Keywords: IoT, Consumer electronics, Home automation, Smart home, Online shops


Specifications Table

Subject Computer Sciences
Specific subject area Extracted data of sold smart home devices on four Spain-based e-commerce platforms.
Type of data Table
Raw.
Data collection The data were collected using four python scripts (one script per platform) that were executed on a local workstation. To collect the data, we included platforms that sell smart home devices within Spain. Another inclusion criteria was that the platform must have had a designated category or categories for smart home devices so that we could automate the data collection process. Data was collected in the following time period: start date: 2023–12; end date: 2024–08.
Data source location Primary data sources:
- Amazon Spain. https://www.amazon.es [1]
- MediaMarkt Spain. https://www.mediamarkt.es [2]
- El Corte Inglés. https://www.elcorteingles.es [3]
- PC Componentes. https://www.pccomponentes.com/ [4].
Data accessibility Repository name: e-cienciadatos (https://edatos.consorciomadrono.es/)
Data identification number: DOI: 10.21950/JTIQQ5
Direct URL to data: https://edatos.consorciomadrono.es/dataset.xhtml?persistentId=doi:10.21950/JTIQQ5
Related research article None.

1. Value of the Data

  • Our dataset stands out for providing real-world based information about the status of smart home devices in a European Union state.

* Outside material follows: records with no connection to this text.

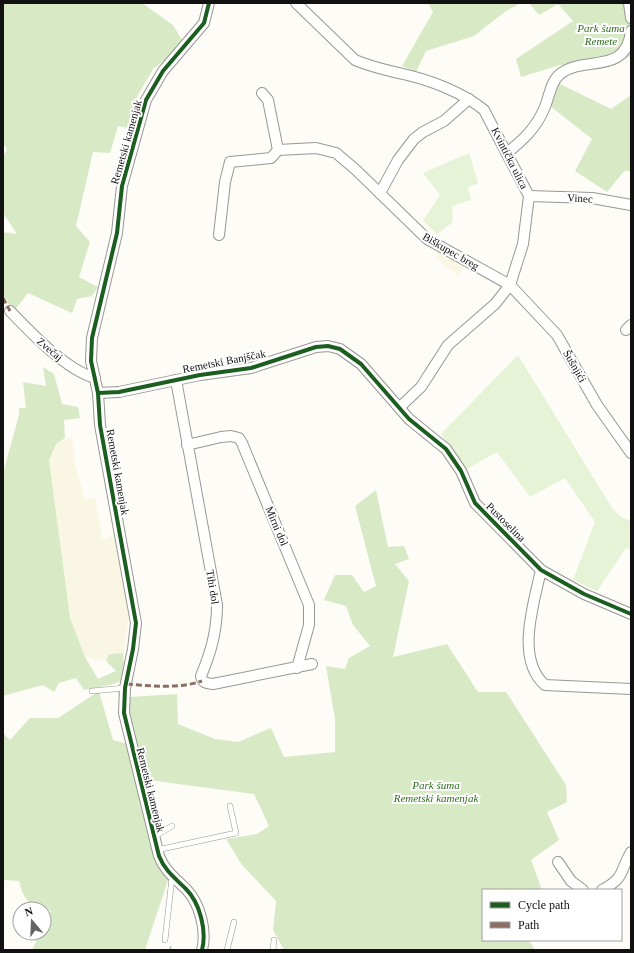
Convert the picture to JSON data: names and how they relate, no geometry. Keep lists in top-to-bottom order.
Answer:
{
  "streets": {
    "street": [
      "Remetski kamenjak",
      "Kvintička ulica",
      "Vinec",
      "Biškupec breg",
      "Zvečaj",
      "Remetski Banjščak",
      "Šušnjići",
      "Pustoselina",
      "Mirni dol",
      "Tihi dol"
    ]
  },
  "crossings": [
    ["Remetski kamenjak", "Zvečaj"],
    ["Remetski kamenjak", "Remetski Banjščak"],
    ["Kvintička ulica", "Vinec"],
    ["Kvintička ulica", "Biškupec breg"],
    ["Kvintička ulica", "Remetski Banjščak"],
    ["Kvintička ulica", "Šušnjići"],
    ["Kvintička ulica", "Pustoselina"],
    ["Biškupec breg", "Šušnjići"],
    ["Remetski Banjščak", "Pustoselina"],
    ["Remetski Banjščak", "Tihi dol"],
    ["Mirni dol", "Tihi dol"]
  ],
  "parks": ["Park šuma Remete", "Park šuma Remetski kamenjak"],
  "legend": ["Cycle path", "Path"],
  "north": "top"
}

  • This data’s value is versatile. Given the details they include, they can be used within different fields of study (see Table 1) like consumer behaviour, market tendencies, price analysis, hardware capabilities of sold devices, etc.

  • Researchers in the area of economics can analyze columns related to prices, number of reviews, device category and macro-category, and brands. Besides, researchers in the area of computing can make use of device category and macro-category to study hardware capabilities. Moreover, privacy researchers in areas like the General Data Protection Regulation (GDPR) may leverage information from this dataset to study the brands’ privacy policies.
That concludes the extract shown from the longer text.